Harmonic product spectrum

Frequency domain: pitchHps.

This is a simple spectral method based on downsampling the spectrum several times and multiplying the resulting spectra. This emphasizes the lowest harmonic present in the signal, which is hopefully f0. By definition, this method is easily misled by subharmonics (additional harmonics between the main harmonics of f0), but it can be useful in situations when the subharmonic frequency is actually of interest.

The settings that control pitchHps are:

a = analyze(s1, samplingRate = 16000, 
            plot = TRUE, ylim = c(0, 4), priorMean = NA,
            pitchMethods = 'hps',
            pitchHps = list(hpsNum = 2, # try 8 or so to measure subharmonics
                            hpsThres = .2))

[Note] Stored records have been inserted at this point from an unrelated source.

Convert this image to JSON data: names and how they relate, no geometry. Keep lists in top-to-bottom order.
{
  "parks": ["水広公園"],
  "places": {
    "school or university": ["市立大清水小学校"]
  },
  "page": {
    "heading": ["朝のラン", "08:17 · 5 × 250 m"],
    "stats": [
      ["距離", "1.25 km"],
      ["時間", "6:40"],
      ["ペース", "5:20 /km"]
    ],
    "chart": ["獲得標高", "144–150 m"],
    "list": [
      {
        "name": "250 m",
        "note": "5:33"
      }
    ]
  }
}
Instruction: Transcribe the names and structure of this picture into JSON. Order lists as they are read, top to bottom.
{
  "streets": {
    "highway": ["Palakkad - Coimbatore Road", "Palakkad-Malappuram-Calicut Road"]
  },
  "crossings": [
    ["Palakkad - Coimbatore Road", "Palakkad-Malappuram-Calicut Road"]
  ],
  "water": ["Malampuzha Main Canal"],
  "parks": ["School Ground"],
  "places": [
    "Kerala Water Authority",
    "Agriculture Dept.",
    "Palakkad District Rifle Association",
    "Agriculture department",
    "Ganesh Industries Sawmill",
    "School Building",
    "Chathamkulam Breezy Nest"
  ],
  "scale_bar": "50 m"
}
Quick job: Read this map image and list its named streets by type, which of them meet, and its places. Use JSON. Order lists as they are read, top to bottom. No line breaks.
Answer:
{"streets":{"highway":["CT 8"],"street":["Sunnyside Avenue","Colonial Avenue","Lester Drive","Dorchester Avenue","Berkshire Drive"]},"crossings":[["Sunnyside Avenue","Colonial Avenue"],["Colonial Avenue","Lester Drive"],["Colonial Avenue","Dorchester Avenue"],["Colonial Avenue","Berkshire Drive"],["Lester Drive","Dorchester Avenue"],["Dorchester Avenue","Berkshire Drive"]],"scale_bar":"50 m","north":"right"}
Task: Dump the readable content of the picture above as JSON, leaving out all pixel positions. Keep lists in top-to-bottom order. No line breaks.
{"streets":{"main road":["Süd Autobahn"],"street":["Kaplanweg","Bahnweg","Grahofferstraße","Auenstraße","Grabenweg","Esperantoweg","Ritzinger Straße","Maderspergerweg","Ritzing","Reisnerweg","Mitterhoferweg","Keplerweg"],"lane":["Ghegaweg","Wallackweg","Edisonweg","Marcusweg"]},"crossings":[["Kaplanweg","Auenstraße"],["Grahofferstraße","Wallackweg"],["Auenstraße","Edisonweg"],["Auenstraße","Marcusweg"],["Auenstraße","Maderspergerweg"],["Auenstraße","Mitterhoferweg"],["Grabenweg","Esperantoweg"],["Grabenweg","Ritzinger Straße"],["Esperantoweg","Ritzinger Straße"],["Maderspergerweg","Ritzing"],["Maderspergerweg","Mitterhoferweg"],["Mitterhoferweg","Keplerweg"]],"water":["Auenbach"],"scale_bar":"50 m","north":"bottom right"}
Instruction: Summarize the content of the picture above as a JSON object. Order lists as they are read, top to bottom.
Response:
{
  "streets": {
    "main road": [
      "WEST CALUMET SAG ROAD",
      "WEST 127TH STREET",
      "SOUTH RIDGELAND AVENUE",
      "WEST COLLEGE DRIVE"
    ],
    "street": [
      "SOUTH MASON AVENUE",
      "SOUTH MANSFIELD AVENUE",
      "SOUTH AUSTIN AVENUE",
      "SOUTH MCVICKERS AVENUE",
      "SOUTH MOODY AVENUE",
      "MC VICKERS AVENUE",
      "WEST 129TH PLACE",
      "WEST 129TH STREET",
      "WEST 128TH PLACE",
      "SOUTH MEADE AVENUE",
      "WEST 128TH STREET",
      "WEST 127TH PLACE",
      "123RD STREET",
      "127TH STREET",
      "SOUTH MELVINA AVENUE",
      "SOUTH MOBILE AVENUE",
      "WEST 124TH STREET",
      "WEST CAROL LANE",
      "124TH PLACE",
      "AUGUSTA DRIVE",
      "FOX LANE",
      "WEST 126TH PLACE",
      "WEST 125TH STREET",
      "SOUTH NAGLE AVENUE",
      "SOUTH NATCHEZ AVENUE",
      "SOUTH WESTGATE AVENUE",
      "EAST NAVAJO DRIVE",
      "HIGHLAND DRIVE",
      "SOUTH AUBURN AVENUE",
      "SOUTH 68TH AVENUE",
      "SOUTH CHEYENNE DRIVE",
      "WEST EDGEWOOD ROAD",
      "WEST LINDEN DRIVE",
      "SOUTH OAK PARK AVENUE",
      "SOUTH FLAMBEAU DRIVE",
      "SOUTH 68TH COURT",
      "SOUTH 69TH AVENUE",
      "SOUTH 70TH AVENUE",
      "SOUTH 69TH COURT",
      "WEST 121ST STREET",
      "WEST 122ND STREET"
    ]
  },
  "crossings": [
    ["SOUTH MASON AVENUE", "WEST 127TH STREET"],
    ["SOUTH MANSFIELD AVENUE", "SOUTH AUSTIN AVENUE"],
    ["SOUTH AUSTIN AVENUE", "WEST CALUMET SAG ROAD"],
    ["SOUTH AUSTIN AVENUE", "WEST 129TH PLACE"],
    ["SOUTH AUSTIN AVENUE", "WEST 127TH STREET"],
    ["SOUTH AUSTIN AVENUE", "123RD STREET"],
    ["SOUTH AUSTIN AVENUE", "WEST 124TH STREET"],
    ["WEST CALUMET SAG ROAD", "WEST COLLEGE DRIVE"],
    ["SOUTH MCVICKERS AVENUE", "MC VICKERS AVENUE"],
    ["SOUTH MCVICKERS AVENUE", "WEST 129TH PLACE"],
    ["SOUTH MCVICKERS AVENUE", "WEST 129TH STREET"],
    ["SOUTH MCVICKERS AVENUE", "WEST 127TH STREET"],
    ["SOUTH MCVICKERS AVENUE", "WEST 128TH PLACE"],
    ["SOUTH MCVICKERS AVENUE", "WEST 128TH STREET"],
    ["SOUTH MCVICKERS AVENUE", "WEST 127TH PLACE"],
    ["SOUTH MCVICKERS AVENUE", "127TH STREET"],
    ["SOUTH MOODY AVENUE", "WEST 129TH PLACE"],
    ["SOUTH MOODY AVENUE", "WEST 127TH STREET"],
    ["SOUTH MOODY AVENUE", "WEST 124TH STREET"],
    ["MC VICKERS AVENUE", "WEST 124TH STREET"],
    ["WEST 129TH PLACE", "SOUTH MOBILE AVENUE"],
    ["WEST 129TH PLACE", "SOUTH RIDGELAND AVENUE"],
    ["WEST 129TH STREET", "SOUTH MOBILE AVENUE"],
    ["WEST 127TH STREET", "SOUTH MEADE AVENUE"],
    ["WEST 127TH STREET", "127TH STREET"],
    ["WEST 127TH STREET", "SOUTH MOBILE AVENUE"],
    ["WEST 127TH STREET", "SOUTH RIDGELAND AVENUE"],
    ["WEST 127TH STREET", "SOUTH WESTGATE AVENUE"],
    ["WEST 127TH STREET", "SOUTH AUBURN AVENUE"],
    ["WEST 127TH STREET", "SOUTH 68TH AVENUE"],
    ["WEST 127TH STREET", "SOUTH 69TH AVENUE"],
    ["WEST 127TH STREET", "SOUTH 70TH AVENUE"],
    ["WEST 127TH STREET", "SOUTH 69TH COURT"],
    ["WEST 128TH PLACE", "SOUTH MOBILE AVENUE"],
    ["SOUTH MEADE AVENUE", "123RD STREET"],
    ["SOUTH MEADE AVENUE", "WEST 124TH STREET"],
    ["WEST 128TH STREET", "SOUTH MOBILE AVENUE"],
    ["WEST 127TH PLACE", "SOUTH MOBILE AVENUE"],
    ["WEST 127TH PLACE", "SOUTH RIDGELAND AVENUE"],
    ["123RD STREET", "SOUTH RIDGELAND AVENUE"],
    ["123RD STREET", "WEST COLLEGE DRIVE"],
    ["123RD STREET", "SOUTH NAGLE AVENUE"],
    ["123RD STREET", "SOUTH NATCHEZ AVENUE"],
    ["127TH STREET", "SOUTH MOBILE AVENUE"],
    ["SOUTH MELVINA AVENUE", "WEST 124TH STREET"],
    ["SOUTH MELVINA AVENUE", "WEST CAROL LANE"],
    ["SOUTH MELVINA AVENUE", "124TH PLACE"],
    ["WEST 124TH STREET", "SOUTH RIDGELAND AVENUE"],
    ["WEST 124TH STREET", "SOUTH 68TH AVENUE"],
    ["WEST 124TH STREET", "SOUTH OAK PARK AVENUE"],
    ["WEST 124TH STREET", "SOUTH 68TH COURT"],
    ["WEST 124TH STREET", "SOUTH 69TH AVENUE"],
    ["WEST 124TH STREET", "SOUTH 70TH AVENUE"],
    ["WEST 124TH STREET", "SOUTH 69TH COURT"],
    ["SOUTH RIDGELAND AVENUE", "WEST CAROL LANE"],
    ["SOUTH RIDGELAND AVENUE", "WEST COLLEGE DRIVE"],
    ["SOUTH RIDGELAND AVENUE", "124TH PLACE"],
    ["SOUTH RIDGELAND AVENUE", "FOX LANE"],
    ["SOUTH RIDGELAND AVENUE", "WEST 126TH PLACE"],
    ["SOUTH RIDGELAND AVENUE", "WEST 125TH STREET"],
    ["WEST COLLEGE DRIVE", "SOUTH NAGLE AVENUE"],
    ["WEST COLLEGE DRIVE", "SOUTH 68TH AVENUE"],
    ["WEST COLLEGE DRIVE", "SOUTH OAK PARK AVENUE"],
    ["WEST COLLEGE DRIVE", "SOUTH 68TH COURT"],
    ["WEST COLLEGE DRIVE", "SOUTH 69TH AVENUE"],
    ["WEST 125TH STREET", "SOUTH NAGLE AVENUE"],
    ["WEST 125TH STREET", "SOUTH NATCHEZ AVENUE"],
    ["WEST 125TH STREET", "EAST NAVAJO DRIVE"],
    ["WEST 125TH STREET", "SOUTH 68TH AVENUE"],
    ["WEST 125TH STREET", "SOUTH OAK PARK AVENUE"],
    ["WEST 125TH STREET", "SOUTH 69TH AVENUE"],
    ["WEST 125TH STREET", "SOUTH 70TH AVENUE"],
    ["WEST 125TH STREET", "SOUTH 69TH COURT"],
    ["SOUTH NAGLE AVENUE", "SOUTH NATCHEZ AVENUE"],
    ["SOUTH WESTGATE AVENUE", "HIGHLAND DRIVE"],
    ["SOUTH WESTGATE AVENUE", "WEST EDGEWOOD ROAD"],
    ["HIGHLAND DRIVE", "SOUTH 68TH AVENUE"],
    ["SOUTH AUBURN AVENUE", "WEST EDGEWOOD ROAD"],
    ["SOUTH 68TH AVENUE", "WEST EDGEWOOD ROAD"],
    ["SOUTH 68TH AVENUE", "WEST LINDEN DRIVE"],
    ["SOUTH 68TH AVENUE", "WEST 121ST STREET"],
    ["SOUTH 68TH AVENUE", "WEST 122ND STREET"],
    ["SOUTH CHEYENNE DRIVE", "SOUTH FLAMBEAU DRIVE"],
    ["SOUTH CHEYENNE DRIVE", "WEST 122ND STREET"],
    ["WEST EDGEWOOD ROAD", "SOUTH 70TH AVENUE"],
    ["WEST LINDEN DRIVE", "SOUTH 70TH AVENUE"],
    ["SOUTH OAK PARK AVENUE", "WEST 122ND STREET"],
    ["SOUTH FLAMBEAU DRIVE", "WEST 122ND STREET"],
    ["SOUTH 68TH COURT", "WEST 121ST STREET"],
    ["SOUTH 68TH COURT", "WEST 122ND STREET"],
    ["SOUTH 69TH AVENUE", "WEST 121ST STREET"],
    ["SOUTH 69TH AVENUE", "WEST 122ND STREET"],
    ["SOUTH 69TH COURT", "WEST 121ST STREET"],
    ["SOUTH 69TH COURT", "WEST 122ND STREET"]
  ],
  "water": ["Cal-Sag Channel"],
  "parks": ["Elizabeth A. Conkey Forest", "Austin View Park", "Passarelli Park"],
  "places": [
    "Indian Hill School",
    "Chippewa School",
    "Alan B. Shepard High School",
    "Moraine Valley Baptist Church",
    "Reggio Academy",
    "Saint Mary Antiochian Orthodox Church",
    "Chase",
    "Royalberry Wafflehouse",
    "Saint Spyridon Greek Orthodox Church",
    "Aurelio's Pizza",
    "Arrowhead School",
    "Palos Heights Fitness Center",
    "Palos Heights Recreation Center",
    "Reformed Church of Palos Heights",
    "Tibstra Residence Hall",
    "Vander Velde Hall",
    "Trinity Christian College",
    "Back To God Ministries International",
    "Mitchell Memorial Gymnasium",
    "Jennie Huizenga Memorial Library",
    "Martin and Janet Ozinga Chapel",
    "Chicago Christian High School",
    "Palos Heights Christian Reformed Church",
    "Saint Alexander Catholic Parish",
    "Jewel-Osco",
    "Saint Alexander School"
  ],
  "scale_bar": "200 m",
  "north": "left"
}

TIP Each pitch tracking method can be tweaked to produce reasonable results for a particular sound (read: to agree with human intuition). The real trick is to find settings that are accurate on average, across a wide range of sounds and recording conditions. The default settings in analyze are the result of optimization against manually verified pitch measurements of a corpus of 260 human non-linguistic vocalizations. For other types of sounds, you will need to perform your own manual tweaking and/or formal optimization.

Missing fundamental

The perception of pitch does not depend on the presence of the lowest partial corresponding to the actual fundamental frequency: even if it is removed or masked by low-frequency noise, the pitch remains unchanged. By definition, the "dom" estimate of pitch cannot function when this lowest partial is missing (it works by literally tracking the lowest dominant frequency band). However, the remaining four pitch tracking methods - autocorrelation, cepstrum, BaNa, and HPS - have no problem dealing with a missing fundamental frequency because they take the entire spectrum into account, not only the lowest partial.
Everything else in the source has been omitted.